**Instructions to follow:** Could you filter the data below down to the lines that hold the word "start"?

**Data entries:**
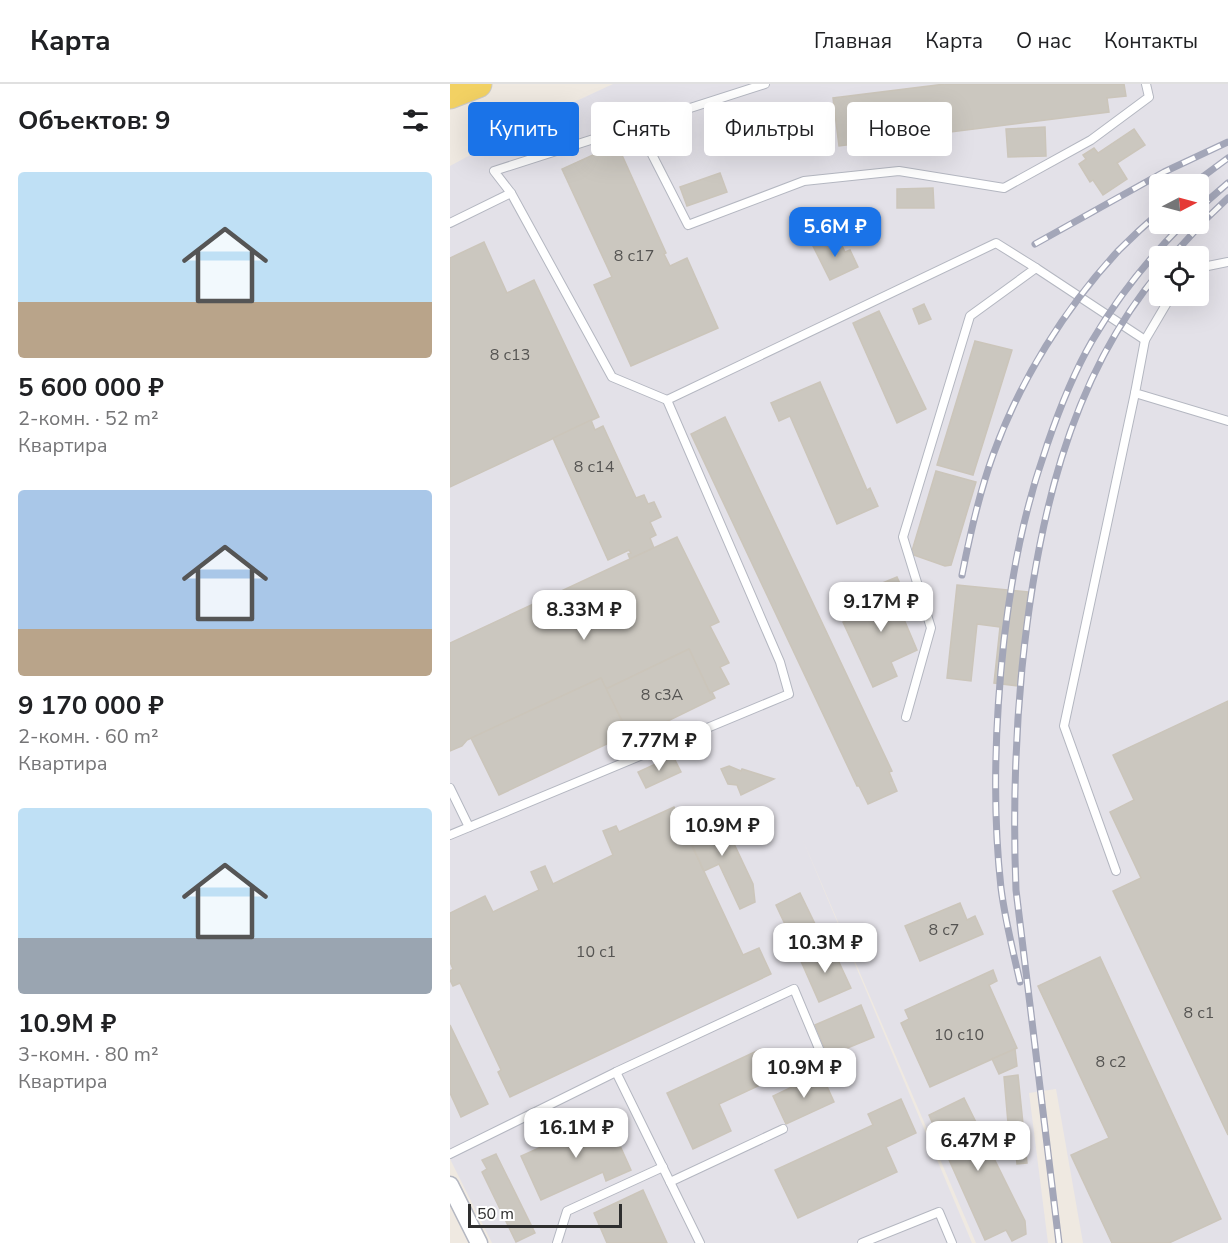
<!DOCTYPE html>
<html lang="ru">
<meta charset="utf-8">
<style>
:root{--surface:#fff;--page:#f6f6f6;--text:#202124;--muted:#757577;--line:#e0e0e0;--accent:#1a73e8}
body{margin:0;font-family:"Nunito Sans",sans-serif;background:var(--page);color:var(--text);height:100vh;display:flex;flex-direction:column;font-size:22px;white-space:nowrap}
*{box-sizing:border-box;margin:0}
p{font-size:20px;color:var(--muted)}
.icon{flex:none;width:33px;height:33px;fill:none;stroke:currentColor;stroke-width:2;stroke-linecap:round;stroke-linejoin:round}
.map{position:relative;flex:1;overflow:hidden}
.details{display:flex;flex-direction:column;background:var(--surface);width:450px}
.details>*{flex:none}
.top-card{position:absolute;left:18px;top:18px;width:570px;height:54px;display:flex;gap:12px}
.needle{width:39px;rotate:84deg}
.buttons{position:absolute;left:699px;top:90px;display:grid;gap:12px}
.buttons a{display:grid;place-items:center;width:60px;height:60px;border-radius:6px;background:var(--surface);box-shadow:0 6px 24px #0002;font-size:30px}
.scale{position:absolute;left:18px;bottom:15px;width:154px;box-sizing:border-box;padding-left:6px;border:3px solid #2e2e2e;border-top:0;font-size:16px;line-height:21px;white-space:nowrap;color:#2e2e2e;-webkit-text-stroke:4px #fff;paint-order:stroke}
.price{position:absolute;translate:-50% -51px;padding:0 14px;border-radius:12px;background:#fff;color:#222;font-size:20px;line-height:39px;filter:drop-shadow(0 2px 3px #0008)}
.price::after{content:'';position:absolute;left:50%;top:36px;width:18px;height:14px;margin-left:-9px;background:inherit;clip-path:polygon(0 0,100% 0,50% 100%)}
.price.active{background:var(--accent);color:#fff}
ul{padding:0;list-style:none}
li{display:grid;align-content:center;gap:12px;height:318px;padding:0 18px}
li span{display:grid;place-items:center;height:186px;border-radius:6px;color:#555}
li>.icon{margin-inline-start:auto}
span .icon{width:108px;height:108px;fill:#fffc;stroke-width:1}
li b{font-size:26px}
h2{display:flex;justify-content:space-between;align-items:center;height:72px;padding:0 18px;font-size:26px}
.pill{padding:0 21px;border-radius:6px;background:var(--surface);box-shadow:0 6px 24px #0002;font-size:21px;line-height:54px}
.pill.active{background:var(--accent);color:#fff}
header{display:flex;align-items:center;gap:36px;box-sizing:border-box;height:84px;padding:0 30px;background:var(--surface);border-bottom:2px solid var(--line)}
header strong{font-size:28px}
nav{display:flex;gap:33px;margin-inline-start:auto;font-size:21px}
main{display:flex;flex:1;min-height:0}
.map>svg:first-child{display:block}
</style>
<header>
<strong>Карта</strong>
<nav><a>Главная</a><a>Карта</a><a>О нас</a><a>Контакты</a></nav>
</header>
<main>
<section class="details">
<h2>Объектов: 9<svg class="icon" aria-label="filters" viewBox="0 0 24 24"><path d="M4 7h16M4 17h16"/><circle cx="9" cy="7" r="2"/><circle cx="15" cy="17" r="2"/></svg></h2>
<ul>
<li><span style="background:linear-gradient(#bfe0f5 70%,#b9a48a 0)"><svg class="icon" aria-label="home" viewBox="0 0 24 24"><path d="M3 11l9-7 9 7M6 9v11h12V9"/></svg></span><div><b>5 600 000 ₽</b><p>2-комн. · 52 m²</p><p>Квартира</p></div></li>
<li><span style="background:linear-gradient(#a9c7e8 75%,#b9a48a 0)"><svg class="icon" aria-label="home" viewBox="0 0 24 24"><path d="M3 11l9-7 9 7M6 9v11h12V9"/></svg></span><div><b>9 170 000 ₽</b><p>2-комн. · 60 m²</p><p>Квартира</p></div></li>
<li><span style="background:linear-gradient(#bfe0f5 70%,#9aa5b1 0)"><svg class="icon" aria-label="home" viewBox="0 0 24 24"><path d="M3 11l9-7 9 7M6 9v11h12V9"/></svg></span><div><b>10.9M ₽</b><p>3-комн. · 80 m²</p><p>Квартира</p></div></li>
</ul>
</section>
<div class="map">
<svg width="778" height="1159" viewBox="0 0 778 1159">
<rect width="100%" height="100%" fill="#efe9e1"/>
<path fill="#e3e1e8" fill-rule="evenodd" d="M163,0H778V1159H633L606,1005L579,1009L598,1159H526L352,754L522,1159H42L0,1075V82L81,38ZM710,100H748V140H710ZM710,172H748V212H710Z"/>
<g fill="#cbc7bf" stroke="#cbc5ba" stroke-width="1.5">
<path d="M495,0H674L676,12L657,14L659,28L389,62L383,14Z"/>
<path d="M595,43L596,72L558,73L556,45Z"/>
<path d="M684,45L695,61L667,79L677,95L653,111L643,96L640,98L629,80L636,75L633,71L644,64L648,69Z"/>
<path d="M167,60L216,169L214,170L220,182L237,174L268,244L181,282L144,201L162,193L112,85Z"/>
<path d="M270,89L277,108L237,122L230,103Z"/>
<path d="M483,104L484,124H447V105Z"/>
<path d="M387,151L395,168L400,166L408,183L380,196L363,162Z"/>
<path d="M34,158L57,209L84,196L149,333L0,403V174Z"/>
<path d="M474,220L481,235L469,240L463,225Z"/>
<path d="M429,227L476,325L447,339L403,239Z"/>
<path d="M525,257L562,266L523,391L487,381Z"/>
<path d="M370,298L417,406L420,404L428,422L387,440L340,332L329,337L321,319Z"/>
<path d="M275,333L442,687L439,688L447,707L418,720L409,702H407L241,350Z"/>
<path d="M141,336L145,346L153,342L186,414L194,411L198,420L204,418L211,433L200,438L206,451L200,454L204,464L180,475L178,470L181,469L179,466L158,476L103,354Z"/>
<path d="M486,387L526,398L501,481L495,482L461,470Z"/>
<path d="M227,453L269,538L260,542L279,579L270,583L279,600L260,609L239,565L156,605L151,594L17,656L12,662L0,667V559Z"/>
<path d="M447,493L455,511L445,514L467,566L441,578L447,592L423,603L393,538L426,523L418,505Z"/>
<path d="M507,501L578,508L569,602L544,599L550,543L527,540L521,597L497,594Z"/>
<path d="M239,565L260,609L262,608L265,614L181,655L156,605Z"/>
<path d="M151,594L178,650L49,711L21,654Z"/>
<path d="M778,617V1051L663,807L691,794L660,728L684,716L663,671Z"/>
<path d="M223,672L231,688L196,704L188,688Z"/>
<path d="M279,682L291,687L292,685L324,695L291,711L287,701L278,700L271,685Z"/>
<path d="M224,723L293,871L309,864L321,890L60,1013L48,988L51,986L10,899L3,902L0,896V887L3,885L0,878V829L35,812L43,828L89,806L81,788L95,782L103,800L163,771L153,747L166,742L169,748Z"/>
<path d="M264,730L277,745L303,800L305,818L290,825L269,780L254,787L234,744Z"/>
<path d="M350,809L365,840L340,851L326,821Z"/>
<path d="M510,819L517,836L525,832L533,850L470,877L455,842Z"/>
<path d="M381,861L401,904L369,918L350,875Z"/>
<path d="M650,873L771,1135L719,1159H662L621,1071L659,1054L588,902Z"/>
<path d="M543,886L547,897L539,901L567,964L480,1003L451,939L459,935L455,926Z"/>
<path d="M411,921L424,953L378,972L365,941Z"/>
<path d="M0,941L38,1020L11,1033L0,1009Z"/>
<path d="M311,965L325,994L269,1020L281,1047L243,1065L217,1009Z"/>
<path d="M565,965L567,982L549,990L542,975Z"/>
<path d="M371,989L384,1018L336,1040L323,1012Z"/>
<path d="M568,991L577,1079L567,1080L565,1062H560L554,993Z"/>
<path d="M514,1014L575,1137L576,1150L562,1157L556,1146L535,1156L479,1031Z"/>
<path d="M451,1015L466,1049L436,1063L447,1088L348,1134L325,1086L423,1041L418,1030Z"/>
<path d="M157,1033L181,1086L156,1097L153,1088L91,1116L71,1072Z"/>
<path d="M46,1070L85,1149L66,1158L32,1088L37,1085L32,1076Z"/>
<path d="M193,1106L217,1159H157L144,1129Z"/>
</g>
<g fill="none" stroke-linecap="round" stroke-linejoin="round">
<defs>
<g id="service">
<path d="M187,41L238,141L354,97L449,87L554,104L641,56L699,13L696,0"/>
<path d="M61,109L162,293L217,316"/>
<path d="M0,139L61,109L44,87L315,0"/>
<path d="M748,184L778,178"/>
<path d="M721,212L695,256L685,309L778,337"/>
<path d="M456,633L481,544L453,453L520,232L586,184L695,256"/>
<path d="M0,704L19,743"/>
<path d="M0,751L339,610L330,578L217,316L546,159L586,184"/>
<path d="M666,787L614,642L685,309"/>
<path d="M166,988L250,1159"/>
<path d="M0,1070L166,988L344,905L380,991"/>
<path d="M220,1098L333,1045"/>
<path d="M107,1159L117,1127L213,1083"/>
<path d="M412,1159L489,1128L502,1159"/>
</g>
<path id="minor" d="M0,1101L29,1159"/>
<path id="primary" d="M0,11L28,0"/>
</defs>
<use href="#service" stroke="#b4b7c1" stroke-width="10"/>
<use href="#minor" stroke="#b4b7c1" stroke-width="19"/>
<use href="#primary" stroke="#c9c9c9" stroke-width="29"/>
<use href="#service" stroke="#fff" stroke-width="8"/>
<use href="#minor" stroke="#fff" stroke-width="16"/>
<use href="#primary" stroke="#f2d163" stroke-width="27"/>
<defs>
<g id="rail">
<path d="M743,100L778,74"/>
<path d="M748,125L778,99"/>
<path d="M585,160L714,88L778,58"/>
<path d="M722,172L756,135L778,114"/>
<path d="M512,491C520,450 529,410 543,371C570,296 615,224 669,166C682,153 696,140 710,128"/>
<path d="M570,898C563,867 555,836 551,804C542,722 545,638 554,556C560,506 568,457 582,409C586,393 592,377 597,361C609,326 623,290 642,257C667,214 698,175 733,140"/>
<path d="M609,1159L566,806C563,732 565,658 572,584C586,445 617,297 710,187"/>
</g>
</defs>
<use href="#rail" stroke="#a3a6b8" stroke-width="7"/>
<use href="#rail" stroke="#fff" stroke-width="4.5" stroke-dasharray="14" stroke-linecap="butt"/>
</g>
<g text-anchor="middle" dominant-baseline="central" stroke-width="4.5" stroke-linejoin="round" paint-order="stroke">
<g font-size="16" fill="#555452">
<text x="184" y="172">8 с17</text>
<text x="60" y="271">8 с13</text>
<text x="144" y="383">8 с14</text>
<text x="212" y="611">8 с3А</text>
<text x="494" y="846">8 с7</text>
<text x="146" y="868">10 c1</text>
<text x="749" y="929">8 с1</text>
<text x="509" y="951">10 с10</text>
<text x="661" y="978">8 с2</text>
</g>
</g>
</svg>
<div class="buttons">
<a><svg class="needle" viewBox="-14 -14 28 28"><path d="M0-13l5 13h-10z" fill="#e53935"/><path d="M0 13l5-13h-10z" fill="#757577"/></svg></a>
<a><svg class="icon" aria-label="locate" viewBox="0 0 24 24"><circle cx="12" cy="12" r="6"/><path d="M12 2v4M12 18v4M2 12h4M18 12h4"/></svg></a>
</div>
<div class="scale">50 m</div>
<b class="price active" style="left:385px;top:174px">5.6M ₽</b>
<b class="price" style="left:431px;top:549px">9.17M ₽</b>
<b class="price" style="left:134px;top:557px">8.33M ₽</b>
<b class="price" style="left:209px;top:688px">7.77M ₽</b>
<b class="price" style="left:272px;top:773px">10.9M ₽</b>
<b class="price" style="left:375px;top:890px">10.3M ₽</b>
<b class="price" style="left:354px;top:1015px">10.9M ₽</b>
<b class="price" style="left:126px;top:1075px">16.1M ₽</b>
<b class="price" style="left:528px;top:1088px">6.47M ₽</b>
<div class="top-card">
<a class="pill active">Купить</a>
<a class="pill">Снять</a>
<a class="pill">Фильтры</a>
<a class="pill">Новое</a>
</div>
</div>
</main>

**Answer to this problem:**
li>.icon{margin-inline-start:auto}
nav{display:flex;gap:33px;margin-inline-start:auto;font-size:21px}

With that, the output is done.